§ EXERCISE DIRECTIONS
Count how many lines in the entries below hold the string "Church", and respond with that number only.

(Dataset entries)
┌──

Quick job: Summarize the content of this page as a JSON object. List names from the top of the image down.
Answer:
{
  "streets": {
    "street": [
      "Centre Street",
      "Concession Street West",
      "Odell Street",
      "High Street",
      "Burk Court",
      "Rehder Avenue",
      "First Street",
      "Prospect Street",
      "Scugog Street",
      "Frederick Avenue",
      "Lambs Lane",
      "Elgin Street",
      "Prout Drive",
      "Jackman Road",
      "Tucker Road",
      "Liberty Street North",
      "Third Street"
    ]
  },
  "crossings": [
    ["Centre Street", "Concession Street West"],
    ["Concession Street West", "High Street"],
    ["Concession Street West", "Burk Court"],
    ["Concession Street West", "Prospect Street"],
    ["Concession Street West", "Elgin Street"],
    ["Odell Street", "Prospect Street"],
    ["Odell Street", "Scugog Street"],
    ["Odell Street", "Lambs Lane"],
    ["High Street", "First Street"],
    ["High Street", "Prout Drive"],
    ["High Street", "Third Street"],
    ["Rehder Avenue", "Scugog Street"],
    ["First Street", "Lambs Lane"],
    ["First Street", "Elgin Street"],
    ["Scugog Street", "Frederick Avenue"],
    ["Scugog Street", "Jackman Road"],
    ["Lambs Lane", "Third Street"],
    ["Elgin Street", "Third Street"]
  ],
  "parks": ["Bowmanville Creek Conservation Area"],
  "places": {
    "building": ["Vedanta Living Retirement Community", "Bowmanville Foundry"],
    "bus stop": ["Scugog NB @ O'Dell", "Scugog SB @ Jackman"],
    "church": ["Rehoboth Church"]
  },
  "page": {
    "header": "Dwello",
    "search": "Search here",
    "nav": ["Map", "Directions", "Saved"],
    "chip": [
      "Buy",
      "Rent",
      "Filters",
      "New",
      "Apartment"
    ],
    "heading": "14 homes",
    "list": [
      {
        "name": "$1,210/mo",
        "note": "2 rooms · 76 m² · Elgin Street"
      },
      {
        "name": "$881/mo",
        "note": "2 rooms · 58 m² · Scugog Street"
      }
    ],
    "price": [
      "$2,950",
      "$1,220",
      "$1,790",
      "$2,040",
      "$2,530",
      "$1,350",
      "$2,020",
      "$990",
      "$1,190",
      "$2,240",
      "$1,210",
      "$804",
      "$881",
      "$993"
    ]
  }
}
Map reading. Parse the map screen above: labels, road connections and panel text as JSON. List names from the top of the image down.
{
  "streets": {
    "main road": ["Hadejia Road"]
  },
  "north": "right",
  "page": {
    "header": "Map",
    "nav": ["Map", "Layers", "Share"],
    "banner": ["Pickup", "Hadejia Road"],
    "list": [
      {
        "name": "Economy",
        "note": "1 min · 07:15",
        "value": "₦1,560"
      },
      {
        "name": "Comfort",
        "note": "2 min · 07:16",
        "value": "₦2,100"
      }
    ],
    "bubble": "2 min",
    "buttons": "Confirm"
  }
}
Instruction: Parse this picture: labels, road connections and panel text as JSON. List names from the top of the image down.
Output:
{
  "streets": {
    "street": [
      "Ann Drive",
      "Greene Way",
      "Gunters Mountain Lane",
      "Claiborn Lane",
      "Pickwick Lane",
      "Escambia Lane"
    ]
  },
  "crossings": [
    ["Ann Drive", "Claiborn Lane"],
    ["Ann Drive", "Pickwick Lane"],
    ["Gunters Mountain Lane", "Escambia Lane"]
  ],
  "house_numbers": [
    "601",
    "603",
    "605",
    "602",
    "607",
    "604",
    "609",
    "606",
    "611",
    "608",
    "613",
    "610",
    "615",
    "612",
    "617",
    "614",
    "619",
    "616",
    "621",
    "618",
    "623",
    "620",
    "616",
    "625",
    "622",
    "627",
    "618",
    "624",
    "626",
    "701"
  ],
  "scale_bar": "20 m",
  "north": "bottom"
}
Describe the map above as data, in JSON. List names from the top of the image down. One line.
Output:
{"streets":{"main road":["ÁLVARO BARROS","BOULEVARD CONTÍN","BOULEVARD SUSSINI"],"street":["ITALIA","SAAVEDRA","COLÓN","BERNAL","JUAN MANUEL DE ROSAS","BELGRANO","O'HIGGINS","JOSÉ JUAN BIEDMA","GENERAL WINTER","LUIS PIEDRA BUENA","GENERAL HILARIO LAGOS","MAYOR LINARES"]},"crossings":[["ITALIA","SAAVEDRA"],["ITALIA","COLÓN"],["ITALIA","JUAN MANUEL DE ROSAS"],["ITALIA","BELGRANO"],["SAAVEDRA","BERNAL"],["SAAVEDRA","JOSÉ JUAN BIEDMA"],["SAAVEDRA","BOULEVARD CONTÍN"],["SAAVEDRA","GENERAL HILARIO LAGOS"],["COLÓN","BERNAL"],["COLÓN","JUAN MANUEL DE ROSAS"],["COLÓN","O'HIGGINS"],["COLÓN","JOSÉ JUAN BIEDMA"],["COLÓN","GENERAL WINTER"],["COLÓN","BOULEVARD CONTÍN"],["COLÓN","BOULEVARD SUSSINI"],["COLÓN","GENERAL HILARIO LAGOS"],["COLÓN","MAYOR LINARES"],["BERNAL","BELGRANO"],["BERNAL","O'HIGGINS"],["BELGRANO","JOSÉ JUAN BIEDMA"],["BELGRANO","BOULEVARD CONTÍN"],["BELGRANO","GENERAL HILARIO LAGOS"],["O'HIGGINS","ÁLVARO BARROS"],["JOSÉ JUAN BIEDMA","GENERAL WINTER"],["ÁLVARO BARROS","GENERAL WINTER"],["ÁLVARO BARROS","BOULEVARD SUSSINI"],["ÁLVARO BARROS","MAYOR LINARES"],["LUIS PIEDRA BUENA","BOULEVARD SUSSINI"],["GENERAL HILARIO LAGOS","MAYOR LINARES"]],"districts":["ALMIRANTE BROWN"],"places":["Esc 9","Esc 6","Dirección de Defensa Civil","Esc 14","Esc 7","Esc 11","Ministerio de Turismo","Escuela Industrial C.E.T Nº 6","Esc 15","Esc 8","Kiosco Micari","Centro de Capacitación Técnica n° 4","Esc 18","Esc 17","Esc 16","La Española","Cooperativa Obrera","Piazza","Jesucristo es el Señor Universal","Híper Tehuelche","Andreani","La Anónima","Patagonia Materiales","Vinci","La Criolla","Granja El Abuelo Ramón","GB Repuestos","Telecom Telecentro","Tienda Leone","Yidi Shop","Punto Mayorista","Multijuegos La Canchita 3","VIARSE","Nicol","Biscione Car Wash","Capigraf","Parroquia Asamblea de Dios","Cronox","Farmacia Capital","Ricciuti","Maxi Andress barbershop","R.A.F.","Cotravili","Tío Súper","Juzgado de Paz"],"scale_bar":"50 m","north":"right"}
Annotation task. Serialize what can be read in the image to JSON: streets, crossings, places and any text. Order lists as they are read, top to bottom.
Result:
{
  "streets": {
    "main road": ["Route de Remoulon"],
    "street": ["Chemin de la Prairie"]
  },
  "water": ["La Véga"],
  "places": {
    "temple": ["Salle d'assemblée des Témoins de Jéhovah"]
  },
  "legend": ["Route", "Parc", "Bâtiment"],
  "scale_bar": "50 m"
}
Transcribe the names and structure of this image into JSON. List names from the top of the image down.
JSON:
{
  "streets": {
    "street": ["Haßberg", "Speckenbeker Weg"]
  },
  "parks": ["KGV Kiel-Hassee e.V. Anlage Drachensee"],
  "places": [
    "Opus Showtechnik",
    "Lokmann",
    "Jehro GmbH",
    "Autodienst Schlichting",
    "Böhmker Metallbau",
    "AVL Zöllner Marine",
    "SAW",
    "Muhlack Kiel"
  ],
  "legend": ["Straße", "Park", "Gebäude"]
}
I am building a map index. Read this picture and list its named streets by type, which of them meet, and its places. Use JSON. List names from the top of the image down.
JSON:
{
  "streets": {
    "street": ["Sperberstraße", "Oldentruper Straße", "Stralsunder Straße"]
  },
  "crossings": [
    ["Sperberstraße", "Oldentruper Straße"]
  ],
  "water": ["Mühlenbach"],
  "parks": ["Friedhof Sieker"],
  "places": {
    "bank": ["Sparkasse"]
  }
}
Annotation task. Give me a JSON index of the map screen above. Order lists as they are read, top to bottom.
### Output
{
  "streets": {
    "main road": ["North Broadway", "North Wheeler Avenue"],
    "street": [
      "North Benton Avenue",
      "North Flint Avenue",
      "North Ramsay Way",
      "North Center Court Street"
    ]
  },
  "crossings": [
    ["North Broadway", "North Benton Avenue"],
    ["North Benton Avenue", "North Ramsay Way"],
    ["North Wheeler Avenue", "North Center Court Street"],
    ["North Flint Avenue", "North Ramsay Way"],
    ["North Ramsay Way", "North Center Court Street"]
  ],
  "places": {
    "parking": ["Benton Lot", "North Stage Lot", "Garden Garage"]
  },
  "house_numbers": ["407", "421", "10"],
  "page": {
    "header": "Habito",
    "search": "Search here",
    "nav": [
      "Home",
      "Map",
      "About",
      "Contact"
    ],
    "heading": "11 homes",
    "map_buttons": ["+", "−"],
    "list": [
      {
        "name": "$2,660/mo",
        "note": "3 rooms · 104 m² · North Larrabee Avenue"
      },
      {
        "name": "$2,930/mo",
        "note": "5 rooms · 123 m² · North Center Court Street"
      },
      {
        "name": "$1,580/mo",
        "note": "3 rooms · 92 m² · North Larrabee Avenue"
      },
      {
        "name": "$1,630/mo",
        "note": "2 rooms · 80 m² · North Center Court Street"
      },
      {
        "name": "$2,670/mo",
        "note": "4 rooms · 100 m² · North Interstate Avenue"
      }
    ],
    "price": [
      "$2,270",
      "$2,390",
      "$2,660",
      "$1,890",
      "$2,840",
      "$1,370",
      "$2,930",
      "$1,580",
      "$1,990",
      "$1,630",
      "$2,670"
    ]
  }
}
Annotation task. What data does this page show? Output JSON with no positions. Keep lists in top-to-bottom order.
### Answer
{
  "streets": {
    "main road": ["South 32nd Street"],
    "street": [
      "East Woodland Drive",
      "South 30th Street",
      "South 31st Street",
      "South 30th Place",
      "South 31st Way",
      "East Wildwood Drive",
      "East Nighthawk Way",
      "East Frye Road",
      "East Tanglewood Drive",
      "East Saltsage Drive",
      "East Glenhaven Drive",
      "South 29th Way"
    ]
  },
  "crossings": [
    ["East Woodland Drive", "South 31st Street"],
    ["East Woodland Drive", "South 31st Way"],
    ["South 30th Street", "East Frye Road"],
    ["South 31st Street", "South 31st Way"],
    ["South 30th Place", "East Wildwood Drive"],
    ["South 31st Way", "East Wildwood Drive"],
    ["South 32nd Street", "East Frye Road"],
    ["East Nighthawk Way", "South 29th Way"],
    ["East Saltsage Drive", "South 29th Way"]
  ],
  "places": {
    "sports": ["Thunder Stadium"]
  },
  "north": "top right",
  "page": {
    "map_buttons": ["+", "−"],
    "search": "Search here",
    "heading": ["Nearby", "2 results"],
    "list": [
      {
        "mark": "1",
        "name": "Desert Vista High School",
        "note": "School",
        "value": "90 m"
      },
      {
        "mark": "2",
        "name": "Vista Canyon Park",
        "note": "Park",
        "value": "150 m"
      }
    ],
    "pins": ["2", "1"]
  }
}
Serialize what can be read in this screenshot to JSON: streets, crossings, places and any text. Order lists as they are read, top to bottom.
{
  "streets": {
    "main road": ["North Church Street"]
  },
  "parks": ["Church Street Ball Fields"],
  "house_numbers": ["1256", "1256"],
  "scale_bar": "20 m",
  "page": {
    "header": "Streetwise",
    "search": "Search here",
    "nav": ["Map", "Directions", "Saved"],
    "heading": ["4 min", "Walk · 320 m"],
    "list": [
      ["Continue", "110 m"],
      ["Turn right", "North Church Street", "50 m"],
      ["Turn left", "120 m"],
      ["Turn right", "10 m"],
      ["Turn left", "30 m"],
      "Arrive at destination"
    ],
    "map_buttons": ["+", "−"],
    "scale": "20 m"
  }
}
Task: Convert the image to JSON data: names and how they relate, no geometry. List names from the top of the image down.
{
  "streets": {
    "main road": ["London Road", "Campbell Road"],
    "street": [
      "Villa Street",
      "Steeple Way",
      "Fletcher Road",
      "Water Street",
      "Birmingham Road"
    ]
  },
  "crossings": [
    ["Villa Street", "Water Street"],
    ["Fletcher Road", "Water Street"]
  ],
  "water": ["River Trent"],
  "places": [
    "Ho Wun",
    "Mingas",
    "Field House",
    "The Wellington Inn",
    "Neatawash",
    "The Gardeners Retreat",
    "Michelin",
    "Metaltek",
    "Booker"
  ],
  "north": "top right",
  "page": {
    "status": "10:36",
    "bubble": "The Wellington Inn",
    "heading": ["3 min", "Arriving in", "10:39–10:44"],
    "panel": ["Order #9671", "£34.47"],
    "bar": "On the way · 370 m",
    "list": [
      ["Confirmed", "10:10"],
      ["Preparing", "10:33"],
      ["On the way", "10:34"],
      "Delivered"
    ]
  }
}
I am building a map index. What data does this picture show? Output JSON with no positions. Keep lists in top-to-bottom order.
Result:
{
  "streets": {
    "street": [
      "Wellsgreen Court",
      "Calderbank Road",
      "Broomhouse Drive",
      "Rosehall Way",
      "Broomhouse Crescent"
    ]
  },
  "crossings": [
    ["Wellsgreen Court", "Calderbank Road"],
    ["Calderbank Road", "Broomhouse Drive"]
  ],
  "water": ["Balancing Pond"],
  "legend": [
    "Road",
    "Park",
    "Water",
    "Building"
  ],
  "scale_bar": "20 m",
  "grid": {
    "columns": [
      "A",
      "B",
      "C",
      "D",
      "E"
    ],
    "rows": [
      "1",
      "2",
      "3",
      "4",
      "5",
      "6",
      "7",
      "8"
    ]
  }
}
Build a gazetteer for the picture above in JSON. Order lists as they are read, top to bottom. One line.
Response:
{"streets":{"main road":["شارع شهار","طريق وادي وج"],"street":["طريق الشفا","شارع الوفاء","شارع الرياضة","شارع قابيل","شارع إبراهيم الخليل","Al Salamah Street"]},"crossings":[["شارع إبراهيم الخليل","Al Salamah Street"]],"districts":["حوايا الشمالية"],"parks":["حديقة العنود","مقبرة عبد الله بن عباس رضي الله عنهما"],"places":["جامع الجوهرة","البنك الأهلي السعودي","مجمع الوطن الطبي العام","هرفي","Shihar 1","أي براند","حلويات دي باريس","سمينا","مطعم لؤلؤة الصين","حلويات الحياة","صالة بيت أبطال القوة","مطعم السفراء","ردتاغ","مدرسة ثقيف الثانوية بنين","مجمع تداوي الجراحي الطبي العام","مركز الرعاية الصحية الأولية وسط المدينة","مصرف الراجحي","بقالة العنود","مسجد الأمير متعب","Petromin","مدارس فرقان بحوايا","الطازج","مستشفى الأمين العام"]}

└──

§ COMPLETED TASK
4